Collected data
▶
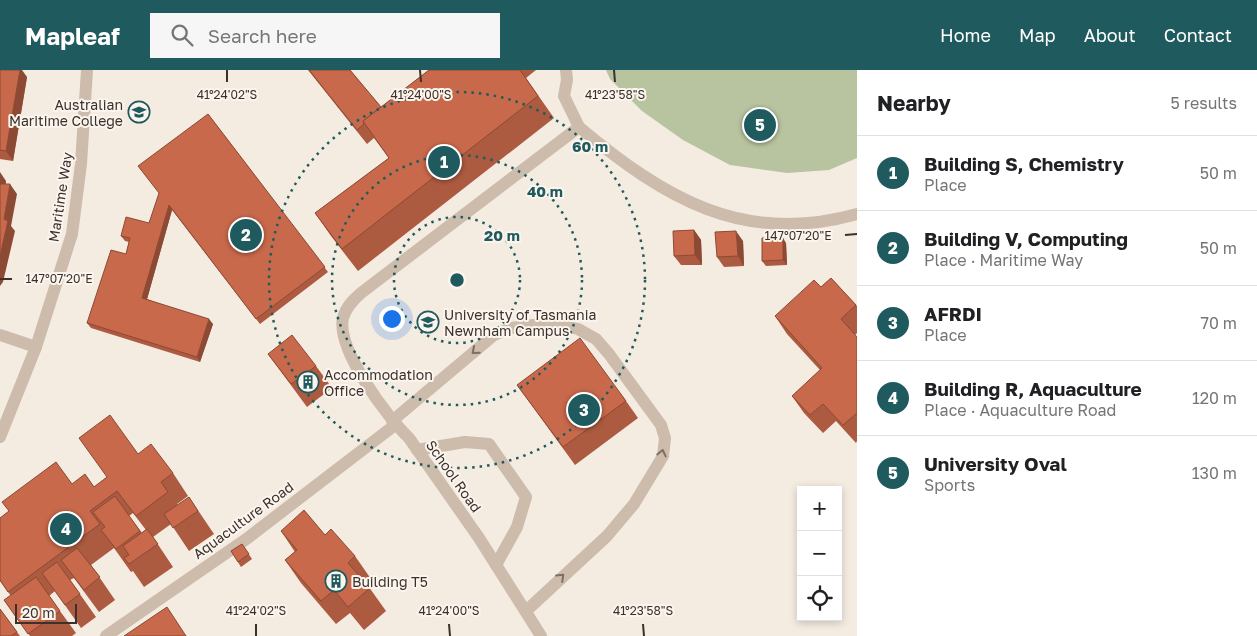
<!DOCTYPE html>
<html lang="en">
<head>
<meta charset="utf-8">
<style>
	:root { --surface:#fff; --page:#f6f6f6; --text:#202124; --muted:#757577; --line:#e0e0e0; --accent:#1f5a5e }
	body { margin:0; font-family:"Golos Text",sans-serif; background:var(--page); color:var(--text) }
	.controls { position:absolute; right:15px; bottom:15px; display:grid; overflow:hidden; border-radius:0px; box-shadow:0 2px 8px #0003 }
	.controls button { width:45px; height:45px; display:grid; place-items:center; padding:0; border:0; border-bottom:1px solid var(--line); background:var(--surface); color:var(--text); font:25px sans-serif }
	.scale { position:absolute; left:15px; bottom:12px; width:62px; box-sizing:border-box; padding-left:5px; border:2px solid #3b302b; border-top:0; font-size:14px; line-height:18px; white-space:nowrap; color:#3b302b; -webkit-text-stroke:4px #fbf5ee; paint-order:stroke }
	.you { position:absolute; left:391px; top:248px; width:18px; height:18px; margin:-12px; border:4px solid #fff; border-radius:50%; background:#1a73e8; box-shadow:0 0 0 8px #1a73e833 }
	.badge { display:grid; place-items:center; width:32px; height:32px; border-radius:50%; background:var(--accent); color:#fff; font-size:16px; font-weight:700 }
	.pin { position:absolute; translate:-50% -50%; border:2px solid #fff; box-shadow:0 1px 5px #0006 }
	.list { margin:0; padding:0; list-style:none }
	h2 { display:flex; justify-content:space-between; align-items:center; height:65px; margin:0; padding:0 20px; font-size:21px }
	h2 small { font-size:16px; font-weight:400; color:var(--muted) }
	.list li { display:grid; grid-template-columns:32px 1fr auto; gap:15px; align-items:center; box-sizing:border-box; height:75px; padding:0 20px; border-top:1px solid var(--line) }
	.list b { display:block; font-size:19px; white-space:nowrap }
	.list p { margin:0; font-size:16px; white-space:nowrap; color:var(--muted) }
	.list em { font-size:16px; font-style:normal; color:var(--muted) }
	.icon { flex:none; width:28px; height:28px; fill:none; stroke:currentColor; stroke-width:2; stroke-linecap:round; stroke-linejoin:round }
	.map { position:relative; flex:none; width:857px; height:566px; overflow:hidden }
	header { display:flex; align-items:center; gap:30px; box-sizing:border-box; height:70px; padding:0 25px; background:var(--accent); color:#fff }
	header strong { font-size:24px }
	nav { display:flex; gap:28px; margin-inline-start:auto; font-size:18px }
	.search { width:350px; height:45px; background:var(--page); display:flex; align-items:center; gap:12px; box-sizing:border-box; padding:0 18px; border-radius:0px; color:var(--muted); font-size:19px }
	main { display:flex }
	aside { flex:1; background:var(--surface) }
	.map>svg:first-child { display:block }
	.grass { fill:#b8c4a0 }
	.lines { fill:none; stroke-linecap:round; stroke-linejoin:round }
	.minor { stroke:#cdbbac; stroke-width:12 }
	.wall { fill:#ac5a40; fill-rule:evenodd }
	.shaded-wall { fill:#8c4a34 }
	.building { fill:#c8694b; stroke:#8c4a34 }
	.oneway { stroke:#7d6f65 }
	.ticks { fill:none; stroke:#3b302b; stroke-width:2 }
	.ring { fill:none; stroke:#1f5a5e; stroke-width:2.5; stroke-dasharray:2.5 5 }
	.labels { text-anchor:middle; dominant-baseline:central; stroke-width:4; stroke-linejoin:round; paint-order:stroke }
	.poi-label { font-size:14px; fill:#3b302b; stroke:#fbf5ee; text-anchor:start }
	.street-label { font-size:14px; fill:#3b302b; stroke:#fbf5ee }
	.ticks-label { font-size:12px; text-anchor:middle; fill:#3b302b; stroke:#fbf5ee; stroke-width:4; stroke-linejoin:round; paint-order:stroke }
	.centre { fill:#1f5a5e; stroke:#fbf5ee; stroke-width:2.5 }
	.ring-label { font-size:15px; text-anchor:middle; font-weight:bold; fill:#1f5a5e; stroke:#fbf5ee; stroke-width:4; stroke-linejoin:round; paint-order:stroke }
</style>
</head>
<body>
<header>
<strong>Mapleaf</strong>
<div class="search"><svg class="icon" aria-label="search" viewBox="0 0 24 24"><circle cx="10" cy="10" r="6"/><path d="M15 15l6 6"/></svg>Search here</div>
<nav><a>Home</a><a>Map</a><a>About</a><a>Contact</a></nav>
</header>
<main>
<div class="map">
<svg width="857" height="566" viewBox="0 0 857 566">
	<rect width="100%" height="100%" fill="#f4ebe1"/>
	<path class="grass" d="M606,0H857V88L829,100L787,103L730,95L683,70L642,41L610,9Z"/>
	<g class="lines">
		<g class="minor">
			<path d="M566,0L567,10L564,26L579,57"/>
			<path d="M0,265L36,277"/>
			<path d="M392,351L494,265L511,258L533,255L554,254L578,259L596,269L609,284L661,355L665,368L663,386L634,434L607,466L526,541"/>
			<path d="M0,367L36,277L72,164L81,94L87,0"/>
			<path d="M417,380L465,372L489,374L526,427L517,457L496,495"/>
			<path d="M106,566L245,470L395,355"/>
			<path d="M541,566L479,468L409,368C387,347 336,279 343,248C346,237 353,230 361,223L579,57C664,128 743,176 857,144"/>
		</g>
	</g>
	<g class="wall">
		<path d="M0,0L27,7L13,91L0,89Z"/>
		<path d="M308,0H350L381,37L429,0H536L526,8L554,48L358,201L331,166L315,143L389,88L374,68L367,74Z"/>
		<path d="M208,44L328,202L260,254L172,140L147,229L213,254L200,292L91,258L87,253L126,184L129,172L125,171L121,166L149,153Z"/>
		<path d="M694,160L701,170L702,195H681L674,186Z"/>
		<path d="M743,171L744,196L724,197L717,187Z"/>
		<path d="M786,173L787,195L766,196L762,191Z"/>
		<path d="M831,208L857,236V263L855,265L857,267V371L856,373L836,351L823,363L804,343L792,326L820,300L787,264L775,246L821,217Z"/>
		<path d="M268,284L316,296L332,318L307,337Z"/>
		<path d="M517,315L626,331L638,348L575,395Z"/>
		<path d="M138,384L173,403L188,426L177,434L178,435L189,427L214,464L189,481L171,454L153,467L173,497L144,517L133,501L131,502L114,478L91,495L115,530L99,542L74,508L70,510L96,547L81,558L55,521L49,526L76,563L72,566H30L4,530L11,526L0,511V448L72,414L94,417ZM133,443L146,460L142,463L129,446Z"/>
		<path d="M281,461L325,465L355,486L371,509L366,513L386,541L364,560L350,543L336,554L301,513L285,490L295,482Z"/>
		<path d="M242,474L252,489L241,497L231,481Z"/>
		<path d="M0,539L20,566H0Z"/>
	</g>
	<g class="shaded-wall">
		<path d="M20,0H22L27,7L13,91L6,81Z"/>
		<path d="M0,102L6,111L5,124L0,117Z"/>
		<path d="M10,114L17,124L11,156L15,161L3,212L0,216V186L4,149Z"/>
		<path d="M169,135L172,140L146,233L142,228Z"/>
		<path d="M694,160L701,170L702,195L695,185Z"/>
		<path d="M736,161L743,171L744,196L738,186Z"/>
		<path d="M783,168L786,173L787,195L783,190Z"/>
		<path d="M209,249L213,254L200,292L197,287Z"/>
	</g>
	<g class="building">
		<path d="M0,0H20L6,81L0,80Z"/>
		<path d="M309,0H350L381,37L363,51L364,54L357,60Z"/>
		<path d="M429,0H520L538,26L342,179L315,143L389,88L363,51Z"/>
		<path d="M208,44L325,197L256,249L169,135L142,228L209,249L197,287L87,253L111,180L126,184L130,168L121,166L126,147L149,153L159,123L138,96Z"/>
		<path d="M0,114H10L4,149L8,151L0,186Z"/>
		<path d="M694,160L695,185L674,186L673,161Z"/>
		<path d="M736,161L738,186L717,187L715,162Z"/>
		<path d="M762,168H783V190L762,191Z"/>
		<path d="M831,208L856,235L841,249L857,267V345L856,344L843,355L823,334L810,345L792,326L822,298L775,246L814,210L821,217Z"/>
		<path d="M292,265L316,296L291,314L268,284Z"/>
		<path d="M580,268L626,331L563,377L517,315Z"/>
		<path d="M110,345L138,384L151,374L173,403L161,412L168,422L136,446L117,421L90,441L100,454L8,522L0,510V448L9,441L2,432L56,392L72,414L85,404L94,417L107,407L79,368Z"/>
		<path d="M115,426L140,461L116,479L101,460L105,457L93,442Z"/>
		<path d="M189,427L198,441L173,458L164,444Z"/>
		<path d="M304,440L325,465L331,459L355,486L348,493L370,518L348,537L334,520L321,531L285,490L297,480L281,461Z"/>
		<path d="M147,459L158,474L129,494L124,488L129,485L123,476Z"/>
		<path d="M242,474L249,484L238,492L231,481Z"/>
		<path d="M77,478L100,507L84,520L61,490Z"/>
		<path d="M57,492L80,524L65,535L42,503Z"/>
		<path d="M36,507L60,541L28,564L4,530Z"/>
		<path d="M167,537L186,566H124Z"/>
		<path d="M0,539L17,562L11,566H0Z"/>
	</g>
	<defs><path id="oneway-chevron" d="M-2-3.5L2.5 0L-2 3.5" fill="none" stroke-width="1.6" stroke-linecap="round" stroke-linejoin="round" transform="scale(1.25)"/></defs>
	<g class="oneway">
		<use href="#oneway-chevron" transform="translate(475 281) rotate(140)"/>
		<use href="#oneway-chevron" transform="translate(662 383) rotate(-77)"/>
		<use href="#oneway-chevron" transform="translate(561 507) rotate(-44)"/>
	</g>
	<path class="ticks" d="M227,0V12M420,0L421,12M614,0L615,12M845,165L857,164M0,209H12M256,554V566M449,554L450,566M643,554L644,566"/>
	<g class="ring">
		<circle cx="457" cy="210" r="63"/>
		<circle cx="457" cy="210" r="125"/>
		<circle cx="457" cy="210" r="188"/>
	</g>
	<defs>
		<g id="university-ring" transform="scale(1.125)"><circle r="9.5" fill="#fbf5ee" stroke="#1f5a5e" stroke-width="1.5"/><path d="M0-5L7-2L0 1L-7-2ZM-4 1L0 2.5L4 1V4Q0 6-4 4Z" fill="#1f5a5e"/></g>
		<g id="building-ring" transform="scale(1.125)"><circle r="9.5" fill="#fbf5ee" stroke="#1f5a5e" stroke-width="1.5"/><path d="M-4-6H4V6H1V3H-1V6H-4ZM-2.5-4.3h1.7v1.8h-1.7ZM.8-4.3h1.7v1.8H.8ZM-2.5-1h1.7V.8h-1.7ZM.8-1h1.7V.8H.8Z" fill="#1f5a5e"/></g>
	</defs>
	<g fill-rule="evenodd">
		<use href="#university-ring" x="139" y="42"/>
		<use href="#university-ring" x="428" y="252"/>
		<use href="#building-ring" x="308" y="312"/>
		<use href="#building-ring" x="336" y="511"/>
	</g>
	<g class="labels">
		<g class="poi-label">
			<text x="123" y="34" text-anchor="end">Australian<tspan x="123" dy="16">Maritime College</tspan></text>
			<text x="444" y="244">University of Tasmania<tspan x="444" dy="16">Newnham Campus</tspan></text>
			<text x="324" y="304">Accommodation<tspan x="324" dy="16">Office</tspan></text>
			<text x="352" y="511">Building T5</text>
		</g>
		<g class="street-label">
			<text transform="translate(60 127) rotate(-81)">Maritime Way</text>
			<text transform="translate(454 406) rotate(55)">School Road</text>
			<text transform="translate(243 450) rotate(-36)">Aquaculture Road</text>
		</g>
	</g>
	<g class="ticks-label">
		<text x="227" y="29">41°24'02"S</text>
		<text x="421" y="29">41°24'00"S</text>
		<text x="615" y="29">41°23'58"S</text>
		<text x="798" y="170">147°07'20"E</text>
		<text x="59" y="213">147°07'20"E</text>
		<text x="256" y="545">41°24'02"S</text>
		<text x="449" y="545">41°24'00"S</text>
		<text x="643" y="545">41°23'58"S</text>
	</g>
	<circle cx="457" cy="210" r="8" class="centre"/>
	<g class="ring-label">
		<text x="590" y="82">60 m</text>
		<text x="545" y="127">40 m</text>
		<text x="502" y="171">20 m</text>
	</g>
</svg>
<div class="controls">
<button>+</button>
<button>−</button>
<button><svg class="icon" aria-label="locate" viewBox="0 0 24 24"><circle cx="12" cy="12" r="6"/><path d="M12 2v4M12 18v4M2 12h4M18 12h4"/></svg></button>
</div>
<div class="scale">20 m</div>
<div class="you"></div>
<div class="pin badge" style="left:444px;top:92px">1</div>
<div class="pin badge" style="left:246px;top:165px">2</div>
<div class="pin badge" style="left:584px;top:340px">3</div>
<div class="pin badge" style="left:66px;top:459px">4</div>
<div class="pin badge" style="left:760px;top:55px">5</div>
</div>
<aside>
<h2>Nearby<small>5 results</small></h2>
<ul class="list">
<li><span class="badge">1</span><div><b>Building S, Chemistry</b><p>Place</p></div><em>50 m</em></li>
<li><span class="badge">2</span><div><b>Building V, Computing</b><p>Place · Maritime Way</p></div><em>50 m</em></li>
<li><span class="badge">3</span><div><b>AFRDI</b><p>Place</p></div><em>70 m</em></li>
<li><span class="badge">4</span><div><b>Building R, Aquaculture</b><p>Place · Aquaculture Road</p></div><em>120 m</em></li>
<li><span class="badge">5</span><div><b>University Oval</b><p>Sports</p></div><em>130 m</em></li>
</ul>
</aside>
</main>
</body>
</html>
◀
• _Exercise description_: Whatever lies between the first line of the data and the line holding "width:45px; height:45px; display:grid;", inclusive, should be repeated exactly, apart from the pictures.

• _Finished task_:
<!DOCTYPE html>
<html lang="en">
<head>
<meta charset="utf-8">
<style>
	:root { --surface:#fff; --page:#f6f6f6; --text:#202124; --muted:#757577; --line:#e0e0e0; --accent:#1f5a5e }
	body { margin:0; font-family:"Golos Text",sans-serif; background:var(--page); color:var(--text) }
	.controls { position:absolute; right:15px; bottom:15px; display:grid; overflow:hidden; border-radius:0px; box-shadow:0 2px 8px #0003 }
	.controls button { width:45px; height:45px; display:grid; place-items:center; padding:0; border:0; border-bottom:1px solid var(--line); background:var(--surface); color:var(--text); font:25px sans-serif }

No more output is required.